### [Task details]
Copy out exactly the lines from the first line of the material below through the line containing "filter:drop-shadow(0 0 2px", and nothing beyond them.

### [Input records]
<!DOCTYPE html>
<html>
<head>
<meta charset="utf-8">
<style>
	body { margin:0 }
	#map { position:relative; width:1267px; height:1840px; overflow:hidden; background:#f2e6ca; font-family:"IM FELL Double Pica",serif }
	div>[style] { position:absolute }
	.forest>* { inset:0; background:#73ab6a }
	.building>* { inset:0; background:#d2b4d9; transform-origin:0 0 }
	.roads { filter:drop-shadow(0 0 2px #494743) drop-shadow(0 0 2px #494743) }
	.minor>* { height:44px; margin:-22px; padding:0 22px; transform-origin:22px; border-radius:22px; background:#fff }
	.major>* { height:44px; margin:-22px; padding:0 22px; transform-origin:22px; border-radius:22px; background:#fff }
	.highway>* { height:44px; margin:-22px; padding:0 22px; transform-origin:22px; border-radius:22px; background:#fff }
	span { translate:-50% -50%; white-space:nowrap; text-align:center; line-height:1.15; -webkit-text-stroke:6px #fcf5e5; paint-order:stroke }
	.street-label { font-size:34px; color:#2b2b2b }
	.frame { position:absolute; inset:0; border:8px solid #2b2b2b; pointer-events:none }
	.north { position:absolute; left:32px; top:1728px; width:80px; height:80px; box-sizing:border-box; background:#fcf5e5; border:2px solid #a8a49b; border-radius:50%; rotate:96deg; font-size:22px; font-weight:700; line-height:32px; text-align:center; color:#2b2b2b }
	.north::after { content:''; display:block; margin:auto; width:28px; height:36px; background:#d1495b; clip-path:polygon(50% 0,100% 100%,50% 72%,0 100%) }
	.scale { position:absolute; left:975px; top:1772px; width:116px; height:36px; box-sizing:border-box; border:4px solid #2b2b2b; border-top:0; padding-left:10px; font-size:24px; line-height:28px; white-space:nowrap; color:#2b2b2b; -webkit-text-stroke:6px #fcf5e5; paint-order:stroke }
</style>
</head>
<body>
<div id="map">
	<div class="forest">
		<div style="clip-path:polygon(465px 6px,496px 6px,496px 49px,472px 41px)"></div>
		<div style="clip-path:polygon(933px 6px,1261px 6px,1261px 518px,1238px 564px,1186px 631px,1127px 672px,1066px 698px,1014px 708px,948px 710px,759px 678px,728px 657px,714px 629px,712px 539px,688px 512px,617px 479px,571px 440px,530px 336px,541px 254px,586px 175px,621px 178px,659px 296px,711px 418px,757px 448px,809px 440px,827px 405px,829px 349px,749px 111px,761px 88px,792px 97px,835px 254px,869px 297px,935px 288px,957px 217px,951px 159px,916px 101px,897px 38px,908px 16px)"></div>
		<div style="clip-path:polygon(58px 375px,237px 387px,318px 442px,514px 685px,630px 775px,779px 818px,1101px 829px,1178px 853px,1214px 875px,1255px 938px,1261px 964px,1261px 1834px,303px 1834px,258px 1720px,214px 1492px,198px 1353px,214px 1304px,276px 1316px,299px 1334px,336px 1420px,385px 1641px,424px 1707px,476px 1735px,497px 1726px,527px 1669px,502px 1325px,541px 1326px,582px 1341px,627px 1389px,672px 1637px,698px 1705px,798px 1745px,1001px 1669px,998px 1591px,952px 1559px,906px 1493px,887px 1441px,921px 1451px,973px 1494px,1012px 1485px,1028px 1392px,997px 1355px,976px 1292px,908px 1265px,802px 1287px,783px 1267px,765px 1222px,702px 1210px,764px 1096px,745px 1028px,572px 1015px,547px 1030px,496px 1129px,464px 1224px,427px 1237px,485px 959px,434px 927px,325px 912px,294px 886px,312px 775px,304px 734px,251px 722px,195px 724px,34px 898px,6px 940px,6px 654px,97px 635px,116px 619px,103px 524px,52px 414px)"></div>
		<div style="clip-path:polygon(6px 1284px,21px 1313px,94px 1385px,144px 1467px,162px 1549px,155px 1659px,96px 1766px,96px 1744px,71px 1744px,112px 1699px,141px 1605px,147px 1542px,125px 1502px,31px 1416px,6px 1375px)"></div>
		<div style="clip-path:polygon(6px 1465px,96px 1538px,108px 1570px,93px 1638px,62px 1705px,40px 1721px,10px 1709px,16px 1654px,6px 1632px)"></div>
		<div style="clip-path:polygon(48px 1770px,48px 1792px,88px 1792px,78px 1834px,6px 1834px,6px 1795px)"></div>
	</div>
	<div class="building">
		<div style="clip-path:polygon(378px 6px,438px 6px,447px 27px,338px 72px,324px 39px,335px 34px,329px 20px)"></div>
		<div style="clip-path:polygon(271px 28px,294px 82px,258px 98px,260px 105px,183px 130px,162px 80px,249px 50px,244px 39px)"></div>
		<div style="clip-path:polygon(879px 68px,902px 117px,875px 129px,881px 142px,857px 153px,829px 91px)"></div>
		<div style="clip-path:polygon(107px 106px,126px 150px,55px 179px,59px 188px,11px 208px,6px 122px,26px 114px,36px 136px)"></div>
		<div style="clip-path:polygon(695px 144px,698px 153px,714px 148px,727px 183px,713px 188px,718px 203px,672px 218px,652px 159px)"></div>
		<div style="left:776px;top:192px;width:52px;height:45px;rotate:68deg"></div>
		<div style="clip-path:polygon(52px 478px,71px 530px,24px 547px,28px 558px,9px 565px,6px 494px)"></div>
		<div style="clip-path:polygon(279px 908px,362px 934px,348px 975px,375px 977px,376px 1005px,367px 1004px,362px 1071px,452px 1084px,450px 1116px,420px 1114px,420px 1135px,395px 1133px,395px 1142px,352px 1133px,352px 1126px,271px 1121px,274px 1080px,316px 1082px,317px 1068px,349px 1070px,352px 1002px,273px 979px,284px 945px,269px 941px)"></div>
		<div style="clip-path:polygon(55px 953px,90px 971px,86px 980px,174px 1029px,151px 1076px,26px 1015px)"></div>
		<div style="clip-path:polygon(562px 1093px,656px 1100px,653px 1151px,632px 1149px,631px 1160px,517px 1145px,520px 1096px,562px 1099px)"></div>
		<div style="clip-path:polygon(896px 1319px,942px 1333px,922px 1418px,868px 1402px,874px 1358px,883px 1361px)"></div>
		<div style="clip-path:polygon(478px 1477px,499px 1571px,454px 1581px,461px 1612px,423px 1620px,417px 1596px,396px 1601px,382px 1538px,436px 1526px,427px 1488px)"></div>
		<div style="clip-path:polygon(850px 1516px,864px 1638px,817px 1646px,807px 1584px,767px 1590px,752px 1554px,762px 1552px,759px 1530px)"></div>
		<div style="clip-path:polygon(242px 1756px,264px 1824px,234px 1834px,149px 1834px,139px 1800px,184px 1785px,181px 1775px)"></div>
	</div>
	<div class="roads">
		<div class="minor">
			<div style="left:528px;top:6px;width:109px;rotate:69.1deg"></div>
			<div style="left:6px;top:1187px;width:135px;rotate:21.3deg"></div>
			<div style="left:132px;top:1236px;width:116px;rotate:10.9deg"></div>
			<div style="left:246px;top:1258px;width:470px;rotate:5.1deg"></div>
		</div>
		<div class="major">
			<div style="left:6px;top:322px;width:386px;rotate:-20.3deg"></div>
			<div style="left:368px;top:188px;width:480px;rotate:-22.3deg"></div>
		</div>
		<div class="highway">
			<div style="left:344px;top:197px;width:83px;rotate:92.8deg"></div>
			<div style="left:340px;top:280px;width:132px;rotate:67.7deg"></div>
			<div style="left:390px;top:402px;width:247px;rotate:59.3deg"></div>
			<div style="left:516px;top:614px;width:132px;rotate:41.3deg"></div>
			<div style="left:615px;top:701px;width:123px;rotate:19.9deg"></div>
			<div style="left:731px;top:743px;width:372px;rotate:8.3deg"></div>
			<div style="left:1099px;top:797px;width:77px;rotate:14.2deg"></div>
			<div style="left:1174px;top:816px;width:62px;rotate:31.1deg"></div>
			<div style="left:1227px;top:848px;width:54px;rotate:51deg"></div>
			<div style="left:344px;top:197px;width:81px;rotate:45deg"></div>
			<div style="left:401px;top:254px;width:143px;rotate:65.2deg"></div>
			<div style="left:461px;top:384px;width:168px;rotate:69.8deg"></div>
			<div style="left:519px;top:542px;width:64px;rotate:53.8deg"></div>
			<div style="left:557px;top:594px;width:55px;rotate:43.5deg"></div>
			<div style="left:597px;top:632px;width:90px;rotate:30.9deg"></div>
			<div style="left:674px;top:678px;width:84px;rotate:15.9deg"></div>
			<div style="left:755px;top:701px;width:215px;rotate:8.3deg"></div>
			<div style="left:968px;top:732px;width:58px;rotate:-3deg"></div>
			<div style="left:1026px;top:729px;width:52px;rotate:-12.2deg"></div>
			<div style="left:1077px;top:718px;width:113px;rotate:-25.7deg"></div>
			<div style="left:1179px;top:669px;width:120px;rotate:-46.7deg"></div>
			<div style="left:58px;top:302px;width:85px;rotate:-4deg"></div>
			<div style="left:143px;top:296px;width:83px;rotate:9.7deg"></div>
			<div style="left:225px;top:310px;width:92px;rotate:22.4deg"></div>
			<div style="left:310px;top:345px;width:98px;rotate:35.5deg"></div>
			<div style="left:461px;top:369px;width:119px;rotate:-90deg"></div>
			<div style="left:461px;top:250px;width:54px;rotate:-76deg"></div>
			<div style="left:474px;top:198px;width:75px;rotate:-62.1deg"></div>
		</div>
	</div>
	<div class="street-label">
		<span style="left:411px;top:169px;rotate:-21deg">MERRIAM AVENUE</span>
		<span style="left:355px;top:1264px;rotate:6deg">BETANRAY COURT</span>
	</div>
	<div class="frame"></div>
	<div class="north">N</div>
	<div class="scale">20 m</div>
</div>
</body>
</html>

### [Response area]
<!DOCTYPE html>
<html>
<head>
<meta charset="utf-8">
<style>
	body { margin:0 }
	#map { position:relative; width:1267px; height:1840px; overflow:hidden; background:#f2e6ca; font-family:"IM FELL Double Pica",serif }
	div>[style] { position:absolute }
	.forest>* { inset:0; background:#73ab6a }
	.building>* { inset:0; background:#d2b4d9; transform-origin:0 0 }
	.roads { filter:drop-shadow(0 0 2px #494743) drop-shadow(0 0 2px #494743) }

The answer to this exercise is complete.